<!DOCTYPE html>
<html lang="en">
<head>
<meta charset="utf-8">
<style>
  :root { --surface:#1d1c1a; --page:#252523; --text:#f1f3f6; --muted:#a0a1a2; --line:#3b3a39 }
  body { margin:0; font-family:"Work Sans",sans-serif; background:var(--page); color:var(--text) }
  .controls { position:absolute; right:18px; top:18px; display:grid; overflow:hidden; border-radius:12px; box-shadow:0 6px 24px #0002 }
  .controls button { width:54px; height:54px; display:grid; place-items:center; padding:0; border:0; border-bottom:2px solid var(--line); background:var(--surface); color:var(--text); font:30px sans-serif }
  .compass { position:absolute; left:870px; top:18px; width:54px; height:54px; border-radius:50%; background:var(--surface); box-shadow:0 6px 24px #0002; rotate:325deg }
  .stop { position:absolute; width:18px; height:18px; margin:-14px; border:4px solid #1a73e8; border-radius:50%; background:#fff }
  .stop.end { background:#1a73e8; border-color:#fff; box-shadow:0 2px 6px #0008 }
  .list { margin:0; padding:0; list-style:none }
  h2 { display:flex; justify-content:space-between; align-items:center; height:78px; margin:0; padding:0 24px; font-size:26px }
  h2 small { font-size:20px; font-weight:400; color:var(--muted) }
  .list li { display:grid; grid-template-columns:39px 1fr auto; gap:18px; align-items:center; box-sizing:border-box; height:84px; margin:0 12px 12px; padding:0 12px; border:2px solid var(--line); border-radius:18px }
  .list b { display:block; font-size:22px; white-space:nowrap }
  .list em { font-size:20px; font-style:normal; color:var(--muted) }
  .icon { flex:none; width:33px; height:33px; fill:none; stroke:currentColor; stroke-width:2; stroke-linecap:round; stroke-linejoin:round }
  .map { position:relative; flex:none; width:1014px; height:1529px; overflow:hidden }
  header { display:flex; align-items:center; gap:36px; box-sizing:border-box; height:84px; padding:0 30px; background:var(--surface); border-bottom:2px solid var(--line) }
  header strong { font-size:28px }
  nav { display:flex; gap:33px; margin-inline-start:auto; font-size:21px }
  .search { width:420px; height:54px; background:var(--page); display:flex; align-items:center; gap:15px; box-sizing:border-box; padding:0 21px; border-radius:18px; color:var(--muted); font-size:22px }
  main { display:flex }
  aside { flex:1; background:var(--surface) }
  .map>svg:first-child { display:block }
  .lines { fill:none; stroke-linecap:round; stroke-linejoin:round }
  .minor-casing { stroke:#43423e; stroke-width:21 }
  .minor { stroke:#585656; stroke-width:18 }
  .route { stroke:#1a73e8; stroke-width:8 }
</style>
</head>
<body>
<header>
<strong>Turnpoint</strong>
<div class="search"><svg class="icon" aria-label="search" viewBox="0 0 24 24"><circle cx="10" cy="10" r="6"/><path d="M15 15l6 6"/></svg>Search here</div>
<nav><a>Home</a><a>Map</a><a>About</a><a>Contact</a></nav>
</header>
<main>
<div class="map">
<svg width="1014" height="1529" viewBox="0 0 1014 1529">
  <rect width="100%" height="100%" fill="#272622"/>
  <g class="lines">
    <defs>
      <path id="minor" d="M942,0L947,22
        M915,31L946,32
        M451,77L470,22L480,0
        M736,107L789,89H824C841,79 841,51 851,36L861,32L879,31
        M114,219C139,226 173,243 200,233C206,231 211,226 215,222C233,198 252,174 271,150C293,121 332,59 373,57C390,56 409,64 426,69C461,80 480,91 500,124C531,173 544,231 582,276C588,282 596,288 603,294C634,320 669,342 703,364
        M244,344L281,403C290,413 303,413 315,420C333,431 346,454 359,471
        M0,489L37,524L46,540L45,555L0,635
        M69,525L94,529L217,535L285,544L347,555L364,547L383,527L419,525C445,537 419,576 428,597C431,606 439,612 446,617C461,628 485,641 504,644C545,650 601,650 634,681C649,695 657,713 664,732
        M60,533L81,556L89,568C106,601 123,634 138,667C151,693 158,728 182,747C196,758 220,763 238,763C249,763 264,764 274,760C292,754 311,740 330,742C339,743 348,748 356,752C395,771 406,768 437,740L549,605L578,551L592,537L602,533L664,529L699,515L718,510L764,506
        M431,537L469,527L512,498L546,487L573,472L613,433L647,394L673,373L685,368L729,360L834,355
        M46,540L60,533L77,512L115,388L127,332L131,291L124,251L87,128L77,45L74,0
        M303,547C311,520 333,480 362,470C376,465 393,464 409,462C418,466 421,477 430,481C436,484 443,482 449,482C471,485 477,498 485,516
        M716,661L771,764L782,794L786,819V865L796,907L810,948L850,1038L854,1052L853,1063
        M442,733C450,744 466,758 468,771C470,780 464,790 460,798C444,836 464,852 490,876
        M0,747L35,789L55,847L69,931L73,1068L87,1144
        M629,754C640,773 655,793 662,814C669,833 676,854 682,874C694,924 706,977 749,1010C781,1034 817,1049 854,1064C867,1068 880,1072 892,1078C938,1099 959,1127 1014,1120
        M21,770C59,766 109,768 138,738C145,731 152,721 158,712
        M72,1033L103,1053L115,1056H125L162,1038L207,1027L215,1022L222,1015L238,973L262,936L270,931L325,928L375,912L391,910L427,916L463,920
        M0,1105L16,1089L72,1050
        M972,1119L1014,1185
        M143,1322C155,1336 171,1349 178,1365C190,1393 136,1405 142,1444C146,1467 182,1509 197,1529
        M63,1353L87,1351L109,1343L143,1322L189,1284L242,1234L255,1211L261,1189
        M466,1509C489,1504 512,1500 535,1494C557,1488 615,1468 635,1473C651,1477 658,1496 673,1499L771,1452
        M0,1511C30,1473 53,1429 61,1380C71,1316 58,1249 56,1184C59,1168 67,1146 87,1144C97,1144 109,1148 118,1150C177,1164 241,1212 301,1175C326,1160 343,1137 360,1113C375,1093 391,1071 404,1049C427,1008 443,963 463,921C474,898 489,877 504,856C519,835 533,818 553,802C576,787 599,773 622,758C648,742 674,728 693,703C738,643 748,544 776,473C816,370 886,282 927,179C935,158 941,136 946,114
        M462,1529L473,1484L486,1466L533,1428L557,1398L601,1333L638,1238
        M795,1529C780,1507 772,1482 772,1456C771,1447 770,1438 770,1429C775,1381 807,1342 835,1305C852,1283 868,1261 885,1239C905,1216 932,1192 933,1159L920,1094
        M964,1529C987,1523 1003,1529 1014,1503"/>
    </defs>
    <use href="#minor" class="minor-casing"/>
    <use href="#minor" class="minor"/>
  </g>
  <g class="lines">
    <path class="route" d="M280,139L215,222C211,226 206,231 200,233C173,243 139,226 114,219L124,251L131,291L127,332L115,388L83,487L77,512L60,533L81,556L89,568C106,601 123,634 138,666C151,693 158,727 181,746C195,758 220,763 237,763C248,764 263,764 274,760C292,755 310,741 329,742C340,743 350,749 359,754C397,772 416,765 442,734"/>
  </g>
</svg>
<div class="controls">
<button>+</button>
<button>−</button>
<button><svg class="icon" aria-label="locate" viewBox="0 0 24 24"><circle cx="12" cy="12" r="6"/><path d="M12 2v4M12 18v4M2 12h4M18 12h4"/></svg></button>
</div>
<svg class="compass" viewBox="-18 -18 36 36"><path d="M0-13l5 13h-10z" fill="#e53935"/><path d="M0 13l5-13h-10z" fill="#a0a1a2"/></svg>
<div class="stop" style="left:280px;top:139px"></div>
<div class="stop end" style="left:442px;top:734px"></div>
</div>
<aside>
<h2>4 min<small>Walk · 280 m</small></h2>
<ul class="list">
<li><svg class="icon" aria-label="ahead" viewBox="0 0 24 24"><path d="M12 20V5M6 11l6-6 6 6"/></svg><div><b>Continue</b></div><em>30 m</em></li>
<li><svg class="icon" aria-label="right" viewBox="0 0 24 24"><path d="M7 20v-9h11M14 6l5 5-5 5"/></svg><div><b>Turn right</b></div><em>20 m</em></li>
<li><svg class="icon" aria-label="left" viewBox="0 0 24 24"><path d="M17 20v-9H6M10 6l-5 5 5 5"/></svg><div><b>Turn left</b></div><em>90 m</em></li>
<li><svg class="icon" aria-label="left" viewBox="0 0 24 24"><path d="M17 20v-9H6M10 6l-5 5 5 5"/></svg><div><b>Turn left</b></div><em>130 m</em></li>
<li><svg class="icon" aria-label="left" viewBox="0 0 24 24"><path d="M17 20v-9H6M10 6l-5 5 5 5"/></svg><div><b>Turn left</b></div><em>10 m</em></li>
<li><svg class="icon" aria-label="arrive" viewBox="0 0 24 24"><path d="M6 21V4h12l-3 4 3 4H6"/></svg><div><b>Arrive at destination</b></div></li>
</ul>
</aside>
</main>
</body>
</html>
============
§ **PROBLEM STATEMENT**:
Please transcribe the data above without changes, from its first line to its "--surface:#1d1c1a; --page:#252523; --text:#f1f3f6;" line, and leave out anything past that.

§ **WRITTEN SOLUTION**:
<!DOCTYPE html>
<html lang="en">
<head>
<meta charset="utf-8">
<style>
  :root { --surface:#1d1c1a; --page:#252523; --text:#f1f3f6; --muted:#a0a1a2; --line:#3b3a39 }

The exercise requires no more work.